- Task description
Please copy each line in the records below that contains the string "small".

- Task inputs
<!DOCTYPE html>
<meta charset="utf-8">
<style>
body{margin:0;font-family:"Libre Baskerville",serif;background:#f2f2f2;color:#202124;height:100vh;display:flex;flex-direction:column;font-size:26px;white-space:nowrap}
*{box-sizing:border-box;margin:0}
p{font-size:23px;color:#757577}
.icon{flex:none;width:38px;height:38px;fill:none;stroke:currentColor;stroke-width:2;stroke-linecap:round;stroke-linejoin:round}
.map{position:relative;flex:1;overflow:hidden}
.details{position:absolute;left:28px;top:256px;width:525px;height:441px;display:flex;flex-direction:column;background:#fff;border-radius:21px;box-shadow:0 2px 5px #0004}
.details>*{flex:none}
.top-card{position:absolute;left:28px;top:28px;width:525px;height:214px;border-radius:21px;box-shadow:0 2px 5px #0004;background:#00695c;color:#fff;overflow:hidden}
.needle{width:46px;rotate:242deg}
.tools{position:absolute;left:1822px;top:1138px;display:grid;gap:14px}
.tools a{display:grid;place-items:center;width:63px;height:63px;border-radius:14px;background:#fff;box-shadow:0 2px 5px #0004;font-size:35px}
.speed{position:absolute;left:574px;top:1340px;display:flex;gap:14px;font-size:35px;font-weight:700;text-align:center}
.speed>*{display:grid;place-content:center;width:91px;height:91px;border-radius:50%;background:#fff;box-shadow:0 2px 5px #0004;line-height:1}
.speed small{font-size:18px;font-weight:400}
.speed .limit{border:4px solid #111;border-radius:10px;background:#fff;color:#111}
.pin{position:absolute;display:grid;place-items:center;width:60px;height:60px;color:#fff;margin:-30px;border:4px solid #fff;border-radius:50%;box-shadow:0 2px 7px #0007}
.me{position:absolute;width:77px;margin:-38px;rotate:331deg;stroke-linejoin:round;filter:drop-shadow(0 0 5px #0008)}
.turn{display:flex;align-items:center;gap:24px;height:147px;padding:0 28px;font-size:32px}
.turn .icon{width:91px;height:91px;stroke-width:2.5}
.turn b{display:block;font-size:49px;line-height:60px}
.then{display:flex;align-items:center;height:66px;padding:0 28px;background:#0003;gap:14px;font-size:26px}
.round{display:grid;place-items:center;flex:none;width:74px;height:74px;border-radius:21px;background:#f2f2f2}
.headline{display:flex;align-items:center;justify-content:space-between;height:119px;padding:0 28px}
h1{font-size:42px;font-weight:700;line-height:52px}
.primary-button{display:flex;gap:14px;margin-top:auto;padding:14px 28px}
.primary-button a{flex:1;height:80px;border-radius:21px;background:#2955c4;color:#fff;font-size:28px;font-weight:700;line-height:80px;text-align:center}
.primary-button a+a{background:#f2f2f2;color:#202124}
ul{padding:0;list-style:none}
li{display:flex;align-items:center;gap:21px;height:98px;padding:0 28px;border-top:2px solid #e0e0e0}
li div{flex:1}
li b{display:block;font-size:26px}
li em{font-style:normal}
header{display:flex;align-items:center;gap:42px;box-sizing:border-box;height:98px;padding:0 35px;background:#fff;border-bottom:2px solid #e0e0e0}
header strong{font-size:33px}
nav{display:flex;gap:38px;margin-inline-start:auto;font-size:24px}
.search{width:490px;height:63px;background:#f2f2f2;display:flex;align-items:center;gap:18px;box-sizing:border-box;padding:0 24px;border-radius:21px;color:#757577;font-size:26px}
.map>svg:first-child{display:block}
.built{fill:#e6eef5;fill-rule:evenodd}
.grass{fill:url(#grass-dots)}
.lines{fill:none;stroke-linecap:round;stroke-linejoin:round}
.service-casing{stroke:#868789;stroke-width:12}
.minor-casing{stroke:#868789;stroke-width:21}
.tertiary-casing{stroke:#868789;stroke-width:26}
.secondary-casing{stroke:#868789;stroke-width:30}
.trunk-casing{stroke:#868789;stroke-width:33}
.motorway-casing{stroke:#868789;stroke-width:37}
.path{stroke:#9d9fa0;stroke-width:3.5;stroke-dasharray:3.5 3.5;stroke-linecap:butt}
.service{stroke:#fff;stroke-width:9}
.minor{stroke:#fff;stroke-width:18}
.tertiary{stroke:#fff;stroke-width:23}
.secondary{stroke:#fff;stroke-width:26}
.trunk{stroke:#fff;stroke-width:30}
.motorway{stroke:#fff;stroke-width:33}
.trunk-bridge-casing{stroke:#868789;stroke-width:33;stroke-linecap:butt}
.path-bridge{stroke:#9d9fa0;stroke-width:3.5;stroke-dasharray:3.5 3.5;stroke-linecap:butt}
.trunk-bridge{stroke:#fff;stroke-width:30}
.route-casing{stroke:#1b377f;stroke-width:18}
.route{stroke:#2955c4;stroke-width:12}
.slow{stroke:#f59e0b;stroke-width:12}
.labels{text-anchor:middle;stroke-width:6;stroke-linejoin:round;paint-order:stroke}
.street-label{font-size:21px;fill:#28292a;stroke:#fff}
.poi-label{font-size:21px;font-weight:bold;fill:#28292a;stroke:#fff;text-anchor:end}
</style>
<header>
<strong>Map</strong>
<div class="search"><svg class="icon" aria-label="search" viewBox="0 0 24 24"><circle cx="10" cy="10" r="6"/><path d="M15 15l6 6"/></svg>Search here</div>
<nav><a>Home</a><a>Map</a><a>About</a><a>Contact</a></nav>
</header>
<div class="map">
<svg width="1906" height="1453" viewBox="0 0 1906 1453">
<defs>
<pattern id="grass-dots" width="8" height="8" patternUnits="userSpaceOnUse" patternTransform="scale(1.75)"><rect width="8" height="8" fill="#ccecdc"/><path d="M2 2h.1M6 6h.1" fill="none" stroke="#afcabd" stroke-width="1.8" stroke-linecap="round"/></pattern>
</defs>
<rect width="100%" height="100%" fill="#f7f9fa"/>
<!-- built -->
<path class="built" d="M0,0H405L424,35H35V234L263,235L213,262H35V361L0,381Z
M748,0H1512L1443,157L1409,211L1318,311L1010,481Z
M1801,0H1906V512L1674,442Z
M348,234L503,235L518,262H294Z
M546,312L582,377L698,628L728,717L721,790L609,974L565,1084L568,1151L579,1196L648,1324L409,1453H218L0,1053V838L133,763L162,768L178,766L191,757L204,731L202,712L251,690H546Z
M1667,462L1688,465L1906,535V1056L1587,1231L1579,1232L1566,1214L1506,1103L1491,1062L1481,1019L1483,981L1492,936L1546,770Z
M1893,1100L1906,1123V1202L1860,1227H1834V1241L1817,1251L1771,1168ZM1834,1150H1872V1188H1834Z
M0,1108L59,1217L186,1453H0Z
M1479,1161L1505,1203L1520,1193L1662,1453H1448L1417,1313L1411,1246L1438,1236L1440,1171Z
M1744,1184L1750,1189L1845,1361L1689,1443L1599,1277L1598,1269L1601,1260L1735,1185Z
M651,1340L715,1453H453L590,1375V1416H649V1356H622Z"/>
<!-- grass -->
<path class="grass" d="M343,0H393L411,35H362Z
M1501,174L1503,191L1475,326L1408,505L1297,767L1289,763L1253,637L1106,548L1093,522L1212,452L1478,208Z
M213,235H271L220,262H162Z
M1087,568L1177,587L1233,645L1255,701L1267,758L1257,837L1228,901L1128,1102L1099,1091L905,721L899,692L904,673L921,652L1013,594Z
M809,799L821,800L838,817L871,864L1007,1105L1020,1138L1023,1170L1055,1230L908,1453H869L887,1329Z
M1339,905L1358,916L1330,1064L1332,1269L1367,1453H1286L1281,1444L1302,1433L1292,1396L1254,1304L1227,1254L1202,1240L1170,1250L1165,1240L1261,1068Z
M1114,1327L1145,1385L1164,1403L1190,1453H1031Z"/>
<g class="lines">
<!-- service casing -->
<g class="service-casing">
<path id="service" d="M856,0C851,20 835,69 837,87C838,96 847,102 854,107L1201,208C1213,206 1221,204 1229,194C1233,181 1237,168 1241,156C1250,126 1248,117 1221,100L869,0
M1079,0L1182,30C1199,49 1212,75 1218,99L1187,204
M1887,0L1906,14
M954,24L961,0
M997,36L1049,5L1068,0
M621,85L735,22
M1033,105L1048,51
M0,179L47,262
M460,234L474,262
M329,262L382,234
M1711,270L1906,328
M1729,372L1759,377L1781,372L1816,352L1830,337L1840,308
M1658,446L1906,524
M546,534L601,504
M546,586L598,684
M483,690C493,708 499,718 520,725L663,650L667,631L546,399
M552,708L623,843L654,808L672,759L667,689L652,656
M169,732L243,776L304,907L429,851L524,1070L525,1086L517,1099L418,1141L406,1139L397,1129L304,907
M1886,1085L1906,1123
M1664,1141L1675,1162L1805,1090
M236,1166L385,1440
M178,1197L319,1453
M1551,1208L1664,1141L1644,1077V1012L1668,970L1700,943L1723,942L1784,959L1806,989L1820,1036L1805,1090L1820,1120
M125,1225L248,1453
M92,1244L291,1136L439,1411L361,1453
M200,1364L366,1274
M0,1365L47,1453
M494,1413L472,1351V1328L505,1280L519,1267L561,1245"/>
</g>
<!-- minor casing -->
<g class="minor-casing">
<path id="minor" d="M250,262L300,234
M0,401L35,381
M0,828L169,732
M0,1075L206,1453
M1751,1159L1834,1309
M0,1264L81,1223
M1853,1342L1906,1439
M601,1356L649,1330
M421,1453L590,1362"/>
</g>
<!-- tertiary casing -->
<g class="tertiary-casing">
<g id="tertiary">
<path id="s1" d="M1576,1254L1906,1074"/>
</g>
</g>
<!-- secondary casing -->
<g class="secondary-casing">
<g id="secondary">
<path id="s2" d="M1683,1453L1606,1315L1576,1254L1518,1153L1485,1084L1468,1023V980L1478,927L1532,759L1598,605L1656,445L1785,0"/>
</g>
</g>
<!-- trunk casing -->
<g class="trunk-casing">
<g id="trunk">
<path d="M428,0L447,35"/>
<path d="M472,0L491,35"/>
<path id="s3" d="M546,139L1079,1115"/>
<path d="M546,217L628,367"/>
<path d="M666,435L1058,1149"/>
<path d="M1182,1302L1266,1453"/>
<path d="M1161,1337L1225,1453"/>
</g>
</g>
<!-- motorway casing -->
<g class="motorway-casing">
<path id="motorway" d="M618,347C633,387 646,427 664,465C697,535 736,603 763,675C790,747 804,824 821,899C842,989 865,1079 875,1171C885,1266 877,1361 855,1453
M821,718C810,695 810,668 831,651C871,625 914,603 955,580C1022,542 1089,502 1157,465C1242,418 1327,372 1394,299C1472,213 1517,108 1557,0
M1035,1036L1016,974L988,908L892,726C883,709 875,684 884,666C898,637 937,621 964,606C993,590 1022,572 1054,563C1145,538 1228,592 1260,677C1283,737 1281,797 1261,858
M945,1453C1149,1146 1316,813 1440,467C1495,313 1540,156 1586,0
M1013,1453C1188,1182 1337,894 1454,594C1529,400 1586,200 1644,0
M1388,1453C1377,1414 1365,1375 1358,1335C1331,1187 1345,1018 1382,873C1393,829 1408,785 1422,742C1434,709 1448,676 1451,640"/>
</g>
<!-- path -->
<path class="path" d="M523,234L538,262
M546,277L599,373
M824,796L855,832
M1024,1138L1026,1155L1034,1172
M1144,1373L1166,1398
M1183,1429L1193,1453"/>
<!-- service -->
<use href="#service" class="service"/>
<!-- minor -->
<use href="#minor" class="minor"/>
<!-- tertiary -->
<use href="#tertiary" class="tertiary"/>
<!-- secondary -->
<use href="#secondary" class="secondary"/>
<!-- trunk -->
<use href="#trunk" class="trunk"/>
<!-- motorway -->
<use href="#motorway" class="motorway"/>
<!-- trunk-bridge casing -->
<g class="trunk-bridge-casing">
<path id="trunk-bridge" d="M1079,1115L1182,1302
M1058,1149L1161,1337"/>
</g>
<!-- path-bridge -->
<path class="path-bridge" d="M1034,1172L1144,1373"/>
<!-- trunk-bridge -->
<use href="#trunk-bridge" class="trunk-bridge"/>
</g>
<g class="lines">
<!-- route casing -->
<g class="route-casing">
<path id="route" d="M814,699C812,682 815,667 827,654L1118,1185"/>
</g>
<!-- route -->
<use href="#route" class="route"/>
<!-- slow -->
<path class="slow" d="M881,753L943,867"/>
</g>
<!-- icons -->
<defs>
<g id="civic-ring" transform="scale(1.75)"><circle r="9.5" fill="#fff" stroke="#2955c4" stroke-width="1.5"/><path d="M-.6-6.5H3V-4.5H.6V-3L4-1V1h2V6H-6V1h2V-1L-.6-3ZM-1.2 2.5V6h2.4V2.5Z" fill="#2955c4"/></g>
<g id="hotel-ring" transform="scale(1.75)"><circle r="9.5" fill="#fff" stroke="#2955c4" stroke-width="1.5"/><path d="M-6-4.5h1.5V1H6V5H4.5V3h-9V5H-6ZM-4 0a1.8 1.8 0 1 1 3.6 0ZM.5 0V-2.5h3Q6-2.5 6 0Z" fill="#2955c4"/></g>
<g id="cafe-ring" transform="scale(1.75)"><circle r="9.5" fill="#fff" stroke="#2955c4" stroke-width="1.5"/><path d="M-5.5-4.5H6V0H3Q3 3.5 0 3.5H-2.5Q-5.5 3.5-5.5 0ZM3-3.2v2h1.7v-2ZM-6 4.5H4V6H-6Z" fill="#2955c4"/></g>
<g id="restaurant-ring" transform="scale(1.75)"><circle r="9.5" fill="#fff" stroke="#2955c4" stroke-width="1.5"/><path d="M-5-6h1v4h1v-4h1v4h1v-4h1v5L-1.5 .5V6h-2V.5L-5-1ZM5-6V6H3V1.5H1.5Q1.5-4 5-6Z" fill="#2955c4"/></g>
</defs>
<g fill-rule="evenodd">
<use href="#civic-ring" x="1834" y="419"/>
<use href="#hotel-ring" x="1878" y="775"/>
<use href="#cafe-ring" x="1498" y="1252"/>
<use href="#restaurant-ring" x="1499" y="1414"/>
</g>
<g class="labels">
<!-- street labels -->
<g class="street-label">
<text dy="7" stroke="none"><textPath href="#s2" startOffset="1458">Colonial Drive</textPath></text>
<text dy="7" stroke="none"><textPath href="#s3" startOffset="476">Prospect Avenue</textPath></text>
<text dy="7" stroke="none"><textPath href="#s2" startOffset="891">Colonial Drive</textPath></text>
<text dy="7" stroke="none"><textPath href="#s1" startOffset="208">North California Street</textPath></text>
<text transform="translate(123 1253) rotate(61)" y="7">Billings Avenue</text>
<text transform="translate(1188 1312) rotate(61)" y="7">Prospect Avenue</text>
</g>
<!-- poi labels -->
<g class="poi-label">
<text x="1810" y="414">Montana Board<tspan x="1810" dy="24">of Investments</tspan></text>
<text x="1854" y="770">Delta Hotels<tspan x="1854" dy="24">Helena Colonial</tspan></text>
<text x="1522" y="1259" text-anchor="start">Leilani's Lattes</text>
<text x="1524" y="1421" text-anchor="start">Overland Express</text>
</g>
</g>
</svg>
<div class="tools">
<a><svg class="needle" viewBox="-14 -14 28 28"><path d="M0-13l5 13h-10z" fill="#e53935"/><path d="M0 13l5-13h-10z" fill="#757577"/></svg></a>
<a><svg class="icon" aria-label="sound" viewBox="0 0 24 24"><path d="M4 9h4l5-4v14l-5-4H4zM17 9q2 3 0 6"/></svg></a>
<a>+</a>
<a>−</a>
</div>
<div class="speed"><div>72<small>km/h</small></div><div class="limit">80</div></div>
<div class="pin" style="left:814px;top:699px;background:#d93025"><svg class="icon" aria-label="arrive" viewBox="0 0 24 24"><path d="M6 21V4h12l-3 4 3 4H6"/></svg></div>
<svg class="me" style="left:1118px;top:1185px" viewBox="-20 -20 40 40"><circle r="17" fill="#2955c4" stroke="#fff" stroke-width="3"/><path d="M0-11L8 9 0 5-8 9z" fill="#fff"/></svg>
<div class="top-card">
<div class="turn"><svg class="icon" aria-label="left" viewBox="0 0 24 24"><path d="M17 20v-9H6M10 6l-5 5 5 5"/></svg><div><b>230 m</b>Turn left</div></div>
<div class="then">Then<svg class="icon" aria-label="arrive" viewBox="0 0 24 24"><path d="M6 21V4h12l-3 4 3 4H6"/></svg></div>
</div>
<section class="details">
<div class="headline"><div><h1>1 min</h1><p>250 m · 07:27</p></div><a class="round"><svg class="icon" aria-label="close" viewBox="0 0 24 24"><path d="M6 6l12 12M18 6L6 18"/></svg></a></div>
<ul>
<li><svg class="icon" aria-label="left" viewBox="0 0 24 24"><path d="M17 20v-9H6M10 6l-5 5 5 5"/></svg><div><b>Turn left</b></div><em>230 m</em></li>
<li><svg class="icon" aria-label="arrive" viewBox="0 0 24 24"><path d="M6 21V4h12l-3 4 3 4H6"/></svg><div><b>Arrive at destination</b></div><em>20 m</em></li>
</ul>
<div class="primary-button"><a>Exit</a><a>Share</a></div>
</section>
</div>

- Response to this exercise
.speed small{font-size:18px;font-weight:400}
<div class="speed"><div>72<small>km/h</small></div><div class="limit">80</div></div>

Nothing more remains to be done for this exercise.